(Items from a data source)
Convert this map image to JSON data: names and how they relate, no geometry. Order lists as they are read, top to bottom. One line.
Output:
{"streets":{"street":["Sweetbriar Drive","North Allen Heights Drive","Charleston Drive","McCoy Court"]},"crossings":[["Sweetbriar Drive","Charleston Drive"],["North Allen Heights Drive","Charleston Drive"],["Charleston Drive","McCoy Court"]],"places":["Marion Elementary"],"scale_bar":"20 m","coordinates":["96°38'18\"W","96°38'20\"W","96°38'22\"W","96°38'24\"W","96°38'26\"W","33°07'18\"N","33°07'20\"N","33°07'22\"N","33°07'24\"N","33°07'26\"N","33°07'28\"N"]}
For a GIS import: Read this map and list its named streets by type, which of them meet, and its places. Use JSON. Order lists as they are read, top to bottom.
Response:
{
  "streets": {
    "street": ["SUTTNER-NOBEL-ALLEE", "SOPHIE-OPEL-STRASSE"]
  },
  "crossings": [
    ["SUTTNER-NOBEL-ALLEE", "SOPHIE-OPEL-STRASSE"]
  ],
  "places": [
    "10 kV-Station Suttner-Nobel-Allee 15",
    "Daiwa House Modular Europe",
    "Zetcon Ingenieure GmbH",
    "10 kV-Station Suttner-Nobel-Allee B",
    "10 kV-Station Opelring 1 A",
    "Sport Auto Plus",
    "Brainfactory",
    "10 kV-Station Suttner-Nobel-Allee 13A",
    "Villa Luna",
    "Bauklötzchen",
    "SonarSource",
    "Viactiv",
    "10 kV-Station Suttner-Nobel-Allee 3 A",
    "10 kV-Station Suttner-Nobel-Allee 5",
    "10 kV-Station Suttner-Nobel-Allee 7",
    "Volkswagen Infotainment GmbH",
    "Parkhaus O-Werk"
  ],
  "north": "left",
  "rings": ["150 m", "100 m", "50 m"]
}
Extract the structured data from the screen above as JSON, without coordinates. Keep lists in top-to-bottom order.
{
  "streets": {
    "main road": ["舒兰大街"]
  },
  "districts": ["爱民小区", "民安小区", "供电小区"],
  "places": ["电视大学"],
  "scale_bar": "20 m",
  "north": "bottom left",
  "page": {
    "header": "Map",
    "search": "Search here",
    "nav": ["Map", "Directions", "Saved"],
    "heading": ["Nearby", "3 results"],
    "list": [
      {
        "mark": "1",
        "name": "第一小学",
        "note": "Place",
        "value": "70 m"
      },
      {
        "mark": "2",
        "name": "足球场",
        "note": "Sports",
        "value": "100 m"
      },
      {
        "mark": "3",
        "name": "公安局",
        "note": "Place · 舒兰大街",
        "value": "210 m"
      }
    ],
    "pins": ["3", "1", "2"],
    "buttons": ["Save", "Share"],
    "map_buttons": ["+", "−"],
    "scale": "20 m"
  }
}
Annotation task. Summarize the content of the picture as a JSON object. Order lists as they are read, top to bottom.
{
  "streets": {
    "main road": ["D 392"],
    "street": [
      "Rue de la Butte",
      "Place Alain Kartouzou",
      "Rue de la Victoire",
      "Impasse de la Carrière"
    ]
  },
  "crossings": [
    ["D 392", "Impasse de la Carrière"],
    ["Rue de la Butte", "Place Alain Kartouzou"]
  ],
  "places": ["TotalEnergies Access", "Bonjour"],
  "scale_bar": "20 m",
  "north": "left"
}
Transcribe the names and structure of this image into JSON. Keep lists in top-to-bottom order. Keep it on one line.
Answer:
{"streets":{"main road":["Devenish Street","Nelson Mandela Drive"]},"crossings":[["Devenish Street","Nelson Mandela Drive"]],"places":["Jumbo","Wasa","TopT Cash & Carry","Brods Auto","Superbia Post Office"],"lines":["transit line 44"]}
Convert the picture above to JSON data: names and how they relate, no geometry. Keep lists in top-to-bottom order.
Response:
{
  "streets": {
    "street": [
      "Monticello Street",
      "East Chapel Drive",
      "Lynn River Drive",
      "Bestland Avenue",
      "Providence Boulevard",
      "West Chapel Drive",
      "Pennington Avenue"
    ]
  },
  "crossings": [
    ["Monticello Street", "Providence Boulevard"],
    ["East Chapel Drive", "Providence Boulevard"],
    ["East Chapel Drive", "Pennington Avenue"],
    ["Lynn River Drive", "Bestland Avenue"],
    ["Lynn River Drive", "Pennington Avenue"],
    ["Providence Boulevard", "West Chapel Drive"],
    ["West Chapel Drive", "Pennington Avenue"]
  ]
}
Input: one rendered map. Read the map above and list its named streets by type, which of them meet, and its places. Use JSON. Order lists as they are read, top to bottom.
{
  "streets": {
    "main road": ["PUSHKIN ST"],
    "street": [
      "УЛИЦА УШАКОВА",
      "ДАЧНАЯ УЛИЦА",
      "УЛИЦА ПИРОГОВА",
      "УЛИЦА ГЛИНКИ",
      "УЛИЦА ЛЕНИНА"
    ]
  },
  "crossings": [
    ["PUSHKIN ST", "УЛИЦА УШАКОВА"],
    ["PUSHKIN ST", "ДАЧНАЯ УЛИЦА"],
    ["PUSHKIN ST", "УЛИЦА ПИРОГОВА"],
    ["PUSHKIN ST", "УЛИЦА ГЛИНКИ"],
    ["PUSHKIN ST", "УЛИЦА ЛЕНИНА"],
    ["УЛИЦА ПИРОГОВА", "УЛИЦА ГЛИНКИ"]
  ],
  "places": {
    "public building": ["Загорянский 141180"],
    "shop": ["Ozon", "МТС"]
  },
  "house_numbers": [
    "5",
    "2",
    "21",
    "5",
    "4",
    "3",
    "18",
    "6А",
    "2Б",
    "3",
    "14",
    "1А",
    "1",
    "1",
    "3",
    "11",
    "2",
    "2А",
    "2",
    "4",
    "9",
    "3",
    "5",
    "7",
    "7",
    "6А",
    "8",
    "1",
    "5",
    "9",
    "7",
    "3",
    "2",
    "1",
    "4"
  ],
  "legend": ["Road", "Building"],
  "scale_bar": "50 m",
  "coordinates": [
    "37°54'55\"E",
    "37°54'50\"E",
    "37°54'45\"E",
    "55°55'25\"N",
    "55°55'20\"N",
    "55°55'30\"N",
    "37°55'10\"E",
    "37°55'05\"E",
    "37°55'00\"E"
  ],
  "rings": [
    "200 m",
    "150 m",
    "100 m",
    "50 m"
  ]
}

→ **What is being asked**
Each record must be returned in full and exactly.

→ **Task response**
Convert this map image to JSON data: names and how they relate, no geometry. Order lists as they are read, top to bottom. One line.
Output:
{"streets":{"street":["Sweetbriar Drive","North Allen Heights Drive","Charleston Drive","McCoy Court"]},"crossings":[["Sweetbriar Drive","Charleston Drive"],["North Allen Heights Drive","Charleston Drive"],["Charleston Drive","McCoy Court"]],"places":["Marion Elementary"],"scale_bar":"20 m","coordinates":["96°38'18\"W","96°38'20\"W","96°38'22\"W","96°38'24\"W","96°38'26\"W","33°07'18\"N","33°07'20\"N","33°07'22\"N","33°07'24\"N","33°07'26\"N","33°07'28\"N"]}
For a GIS import: Read this map and list its named streets by type, which of them meet, and its places. Use JSON. Order lists as they are read, top to bottom.
Response:
{
  "streets": {
    "street": ["SUTTNER-NOBEL-ALLEE", "SOPHIE-OPEL-STRASSE"]
  },
  "crossings": [
    ["SUTTNER-NOBEL-ALLEE", "SOPHIE-OPEL-STRASSE"]
  ],
  "places": [
    "10 kV-Station Suttner-Nobel-Allee 15",
    "Daiwa House Modular Europe",
    "Zetcon Ingenieure GmbH",
    "10 kV-Station Suttner-Nobel-Allee B",
    "10 kV-Station Opelring 1 A",
    "Sport Auto Plus",
    "Brainfactory",
    "10 kV-Station Suttner-Nobel-Allee 13A",
    "Villa Luna",
    "Bauklötzchen",
    "SonarSource",
    "Viactiv",
    "10 kV-Station Suttner-Nobel-Allee 3 A",
    "10 kV-Station Suttner-Nobel-Allee 5",
    "10 kV-Station Suttner-Nobel-Allee 7",
    "Volkswagen Infotainment GmbH",
    "Parkhaus O-Werk"
  ],
  "north": "left",
  "rings": ["150 m", "100 m", "50 m"]
}
Extract the structured data from the screen above as JSON, without coordinates. Keep lists in top-to-bottom order.
{
  "streets": {
    "main road": ["舒兰大街"]
  },
  "districts": ["爱民小区", "民安小区", "供电小区"],
  "places": ["电视大学"],
  "scale_bar": "20 m",
  "north": "bottom left",
  "page": {
    "header": "Map",
    "search": "Search here",
    "nav": ["Map", "Directions", "Saved"],
    "heading": ["Nearby", "3 results"],
    "list": [
      {
        "mark": "1",
        "name": "第一小学",
        "note": "Place",
        "value": "70 m"
      },
      {
        "mark": "2",
        "name": "足球场",
        "note": "Sports",
        "value": "100 m"
      },
      {
        "mark": "3",
        "name": "公安局",
        "note": "Place · 舒兰大街",
        "value": "210 m"
      }
    ],
    "pins": ["3", "1", "2"],
    "buttons": ["Save", "Share"],
    "map_buttons": ["+", "−"],
    "scale": "20 m"
  }
}
Annotation task. Summarize the content of the picture as a JSON object. Order lists as they are read, top to bottom.
{
  "streets": {
    "main road": ["D 392"],
    "street": [
      "Rue de la Butte",
      "Place Alain Kartouzou",
      "Rue de la Victoire",
      "Impasse de la Carrière"
    ]
  },
  "crossings": [
    ["D 392", "Impasse de la Carrière"],
    ["Rue de la Butte", "Place Alain Kartouzou"]
  ],
  "places": ["TotalEnergies Access", "Bonjour"],
  "scale_bar": "20 m",
  "north": "left"
}
Transcribe the names and structure of this image into JSON. Keep lists in top-to-bottom order. Keep it on one line.
Answer:
{"streets":{"main road":["Devenish Street","Nelson Mandela Drive"]},"crossings":[["Devenish Street","Nelson Mandela Drive"]],"places":["Jumbo","Wasa","TopT Cash & Carry","Brods Auto","Superbia Post Office"],"lines":["transit line 44"]}
Convert the picture above to JSON data: names and how they relate, no geometry. Keep lists in top-to-bottom order.
Response:
{
  "streets": {
    "street": [
      "Monticello Street",
      "East Chapel Drive",
      "Lynn River Drive",
      "Bestland Avenue",
      "Providence Boulevard",
      "West Chapel Drive",
      "Pennington Avenue"
    ]
  },
  "crossings": [
    ["Monticello Street", "Providence Boulevard"],
    ["East Chapel Drive", "Providence Boulevard"],
    ["East Chapel Drive", "Pennington Avenue"],
    ["Lynn River Drive", "Bestland Avenue"],
    ["Lynn River Drive", "Pennington Avenue"],
    ["Providence Boulevard", "West Chapel Drive"],
    ["West Chapel Drive", "Pennington Avenue"]
  ]
}
Input: one rendered map. Read the map above and list its named streets by type, which of them meet, and its places. Use JSON. Order lists as they are read, top to bottom.
{
  "streets": {
    "main road": ["PUSHKIN ST"],
    "street": [
      "УЛИЦА УШАКОВА",
      "ДАЧНАЯ УЛИЦА",
      "УЛИЦА ПИРОГОВА",
      "УЛИЦА ГЛИНКИ",
      "УЛИЦА ЛЕНИНА"
    ]
  },
  "crossings": [
    ["PUSHKIN ST", "УЛИЦА УШАКОВА"],
    ["PUSHKIN ST", "ДАЧНАЯ УЛИЦА"],
    ["PUSHKIN ST", "УЛИЦА ПИРОГОВА"],
    ["PUSHKIN ST", "УЛИЦА ГЛИНКИ"],
    ["PUSHKIN ST", "УЛИЦА ЛЕНИНА"],
    ["УЛИЦА ПИРОГОВА", "УЛИЦА ГЛИНКИ"]
  ],
  "places": {
    "public building": ["Загорянский 141180"],
    "shop": ["Ozon", "МТС"]
  },
  "house_numbers": [
    "5",
    "2",
    "21",
    "5",
    "4",
    "3",
    "18",
    "6А",
    "2Б",
    "3",
    "14",
    "1А",
    "1",
    "1",
    "3",
    "11",
    "2",
    "2А",
    "2",
    "4",
    "9",
    "3",
    "5",
    "7",
    "7",
    "6А",
    "8",
    "1",
    "5",
    "9",
    "7",
    "3",
    "2",
    "1",
    "4"
  ],
  "legend": ["Road", "Building"],
  "scale_bar": "50 m",
  "coordinates": [
    "37°54'55\"E",
    "37°54'50\"E",
    "37°54'45\"E",
    "55°55'25\"N",
    "55°55'20\"N",
    "55°55'30\"N",
    "37°55'10\"E",
    "37°55'05\"E",
    "37°55'00\"E"
  ],
  "rings": [
    "200 m",
    "150 m",
    "100 m",
    "50 m"
  ]
}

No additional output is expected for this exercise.